APPEAL from the Superior Court of Riverside County. Irma Poole Asberry,
Judge. Affirmed with modification.
Richard L. Fitzer, under appointment by the Court of Appeal, for Defendant and
Appellant.
Kamala D. Harris, Attorney General, Gerald A. Engler, Chief Assistant Attorney
General, Julie L. Garland, Assistant Attorney General, Melissa Mandel and Stephanie H.

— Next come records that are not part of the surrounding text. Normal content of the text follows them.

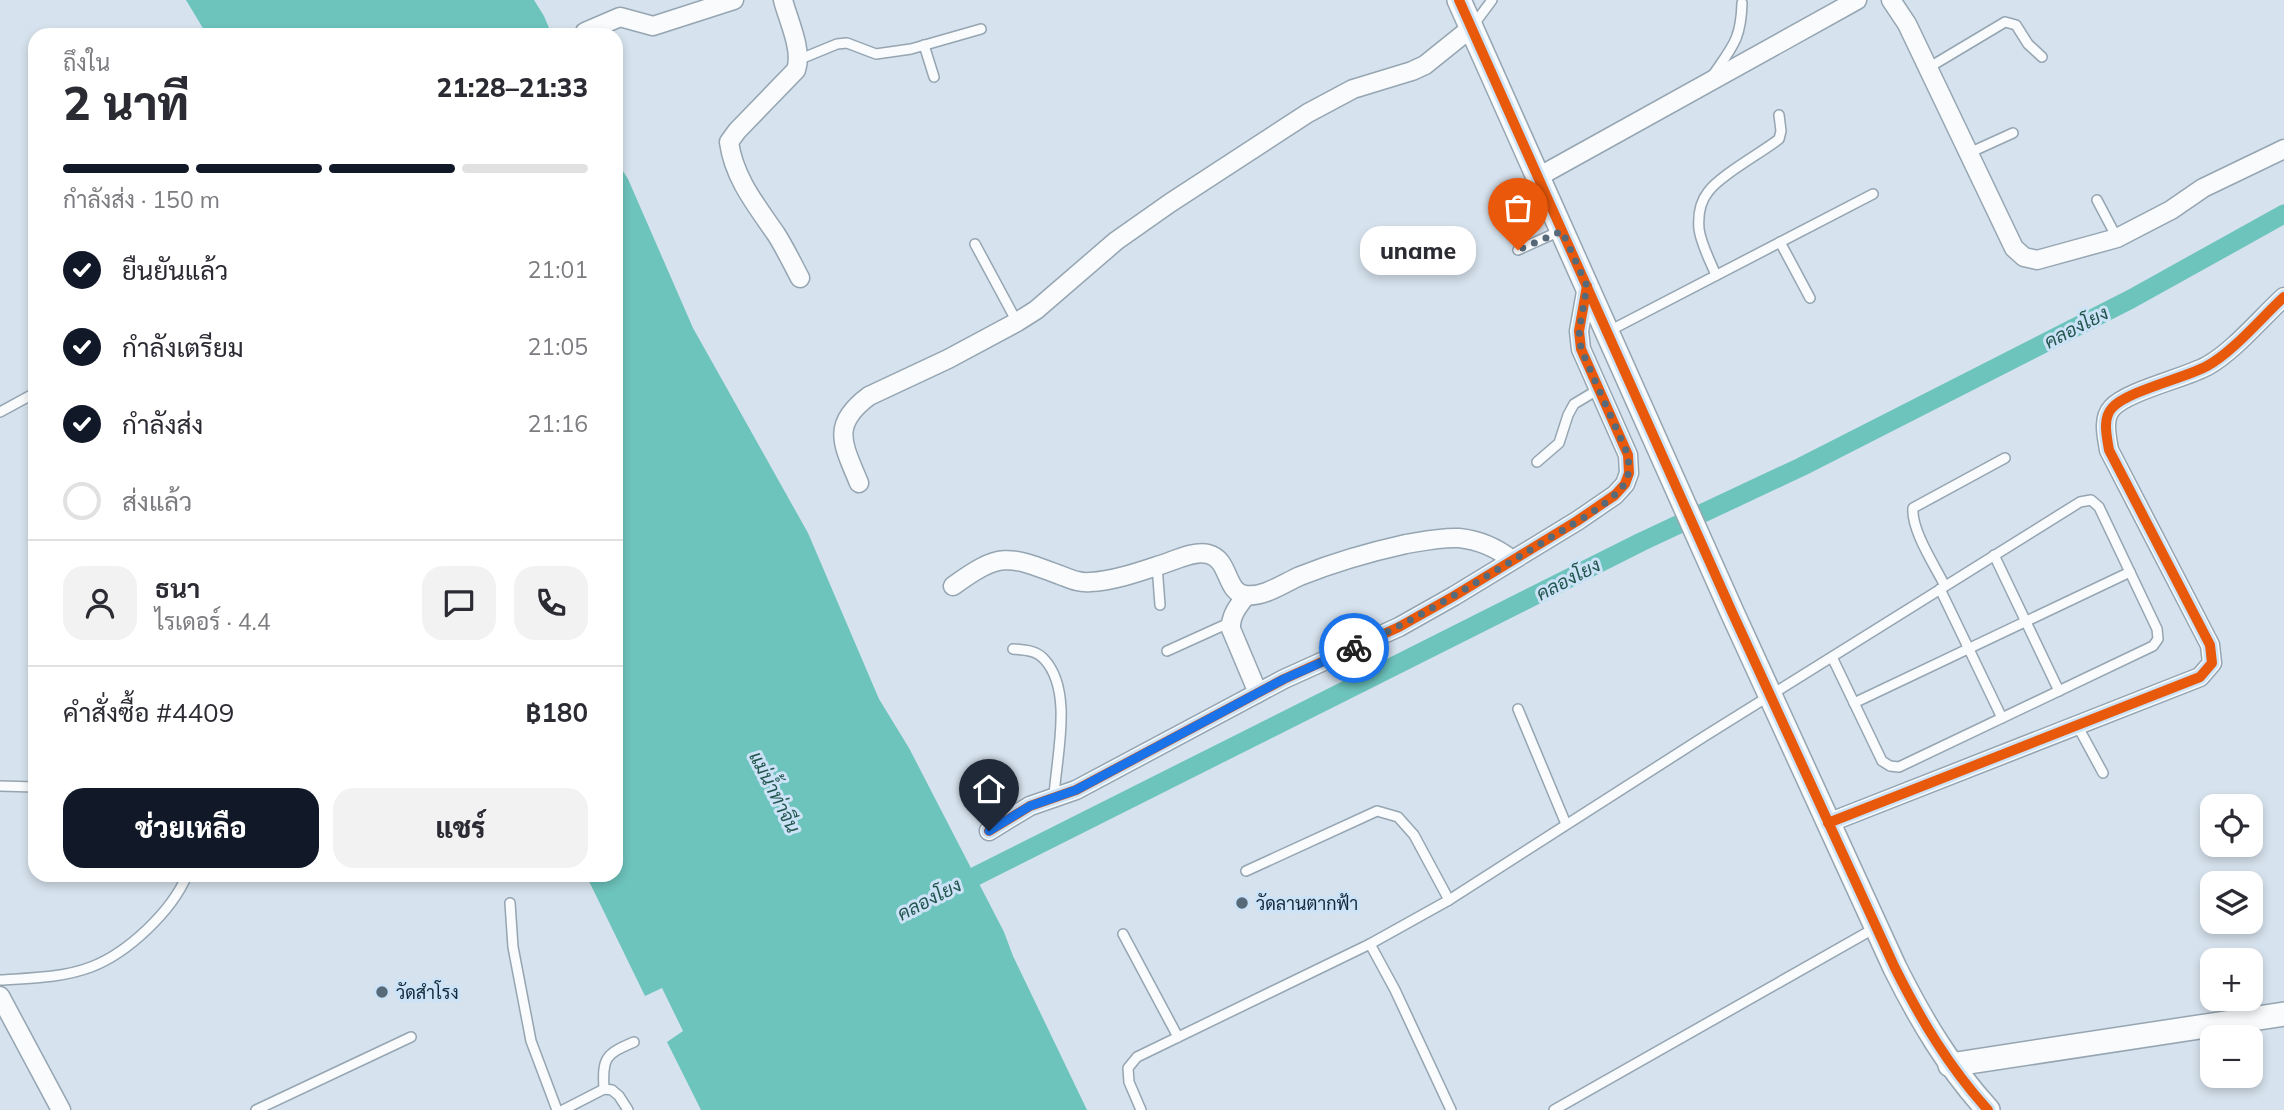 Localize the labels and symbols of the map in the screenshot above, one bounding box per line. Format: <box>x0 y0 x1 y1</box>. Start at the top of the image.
pin <box>1488 178 1548 250</box>
callout: uname <box>1360 226 1476 274</box>
water label: คลองโยง <box>2040 300 2112 353</box>
water label: คลองโยง <box>1532 552 1604 605</box>
courier <box>1319 613 1389 683</box>
water label: แม่น้ำท่าจีน <box>744 746 808 837</box>
pin <box>959 759 1019 831</box>
water label: คลองโยง <box>893 872 965 925</box>
place label: วัดลานตากฟ้า <box>1256 892 1358 915</box>
marker: วัดลานตากฟ้า <box>1234 895 1250 911</box>
place label: วัดสำโรง <box>396 980 459 1004</box>
marker: วัดสำโรง <box>374 984 390 1000</box> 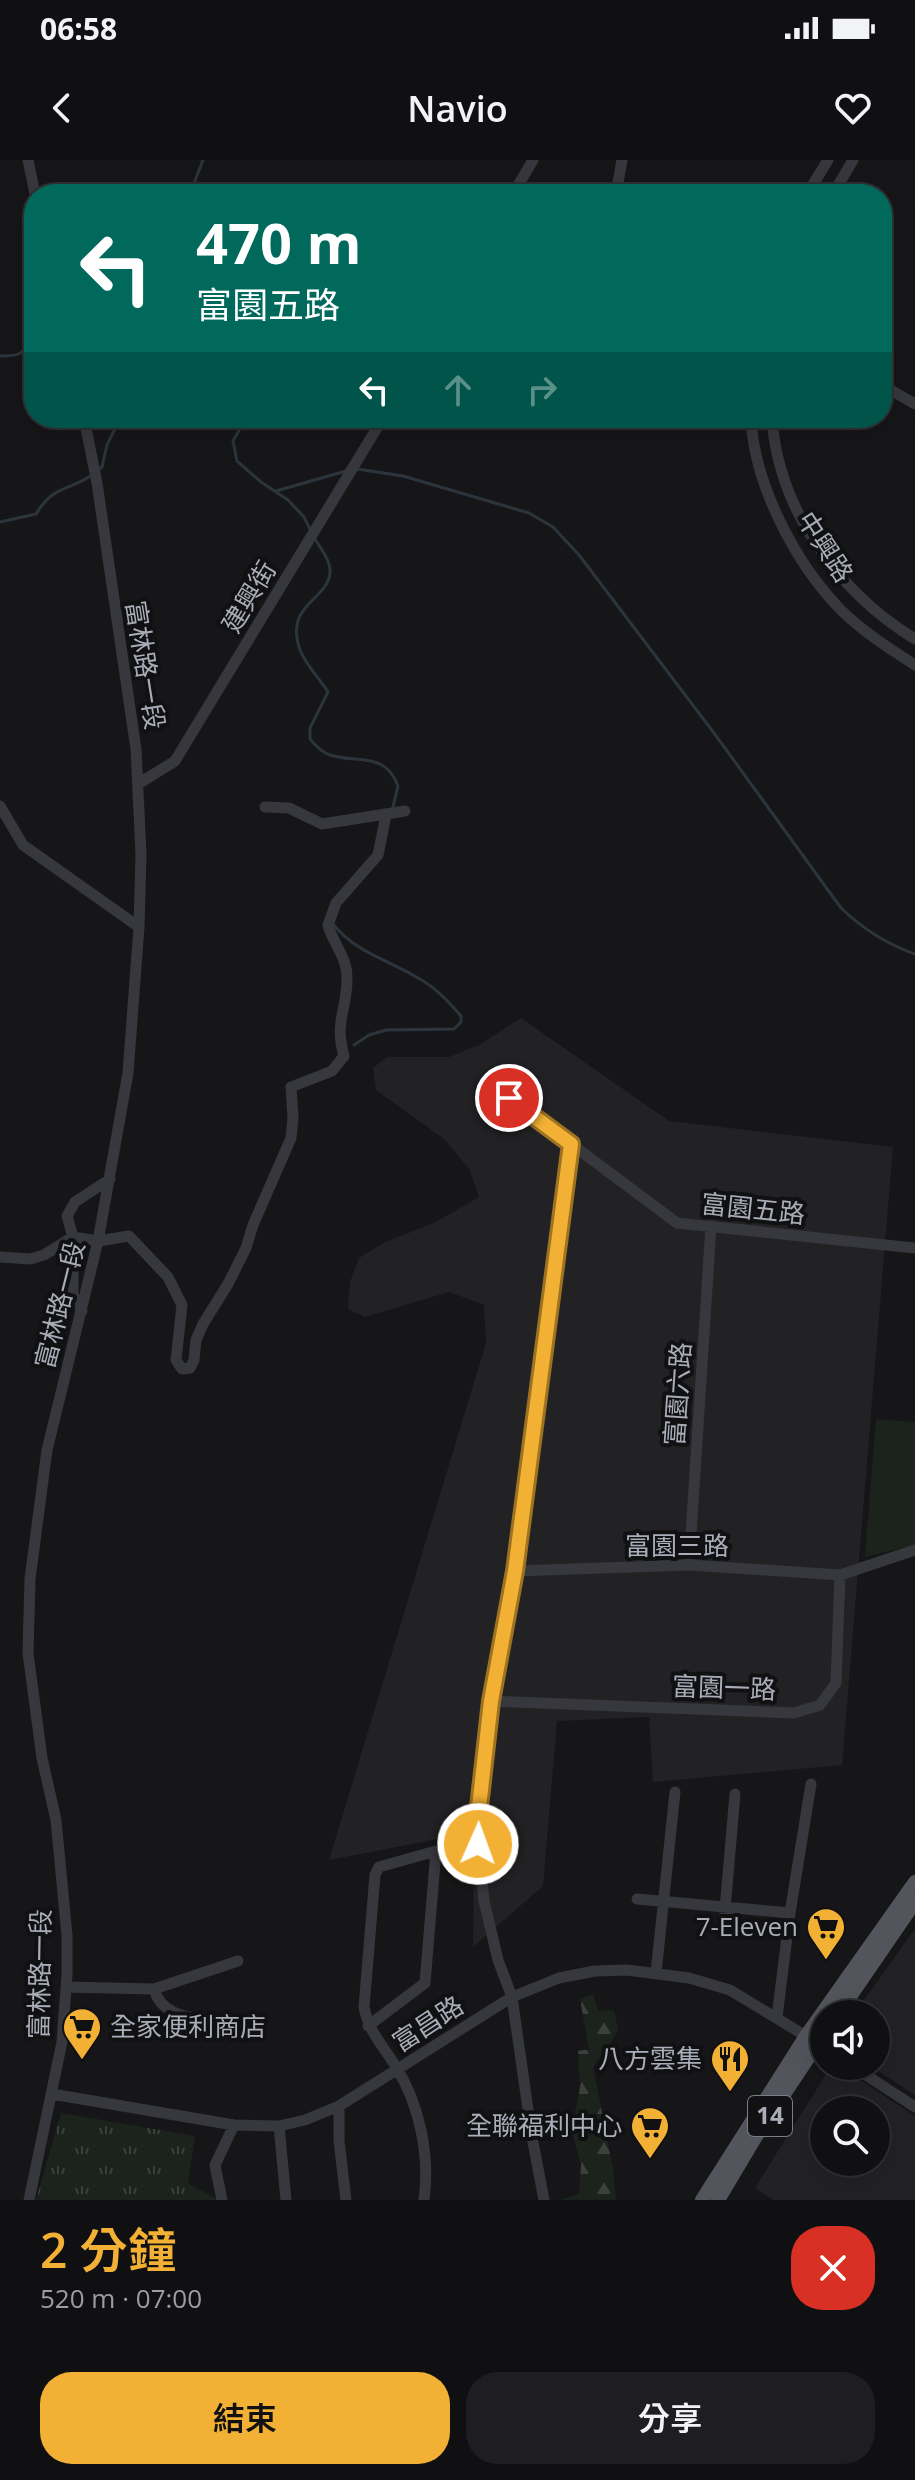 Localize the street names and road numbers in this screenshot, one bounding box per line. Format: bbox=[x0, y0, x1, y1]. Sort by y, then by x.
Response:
street label: 中興路 bbox=[789, 504, 862, 589]
street label: 建興街 bbox=[213, 554, 284, 639]
street label: 富林路一段 bbox=[118, 598, 174, 732]
street label: 富園五路 bbox=[700, 1185, 807, 1231]
street label: 富林路一段 bbox=[26, 1237, 92, 1372]
street label: 富園六路 bbox=[655, 1341, 699, 1447]
street label: 富園三路 bbox=[625, 1527, 729, 1563]
street label: 富園一路 bbox=[671, 1667, 777, 1707]
street label: 富林路一段 bbox=[20, 1909, 58, 2039]
street label: 富昌路 bbox=[385, 1987, 470, 2060]
road number: 14 bbox=[748, 2096, 792, 2136]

Chow, Deputy Attorneys General, for Plaintiff and Respondent.
1
Defendant and appellant Paul Eugene Cousin appeals from a judgment of
conviction for robbery. (Pen. Code, § 211.)1 We affirm the judgment, as modified.
STATEMENT OF FACTS
The victim, Cleveland “Roosevelt” Rush, called police stating that “I want
to report a robbery. [¶] . . . [¶] Um, I was coming out of the motel and this guy jumped
out and . . . [¶] . . . [¶] . . . [t]ook like a sharp nail object to my neck and took $20 from
me.” Rush gave a general description of the robber but did not indicate that he could
identify him. He said he was then at a Winchell’s. At trial, however, Rush testified that
he had not been robbed and that he had called 911 because he had lent money to
defendant that evening and wanted it back. Rush further testified that after giving
defendant the money, he himself walked to a gas station convenience store where he
intended to meet someone and buy drugs. At this point Rush realized he no longer had
enough money. He first called his dealer to delay the transaction, and then called 911.
Perhaps realizing that his story was illogical, Rush further explained that he had
been high on drugs at the time and not thinking sensibly when he contrived the supposed
plan to get the police to take the $20 back from defendant. He explained his failure to tell
the police dispatcher that defendant was the robber was also the result of his impaired
state. The same justification was given for his reported location of the robbery, a motel
some distance from anywhere he testified he was during the evening in question, as well
as what he described as his false report of his location.
1 All further references are to the Penal Code unless otherwise specified.
2
Rush admitted that he had spoken with police that evening and confirmed that the
robbery happened near the Comfort Inn motel, as he had said in the 911 call. He also
asserted that he had not identified the robber as defendant when he spoke to the
responding officers. Rush further testified that he had told police that the robber had
threatened him with a nail to his neck because he was “high . . . I was making it up as I
went along.” He then apologized to defendant from the witness stand.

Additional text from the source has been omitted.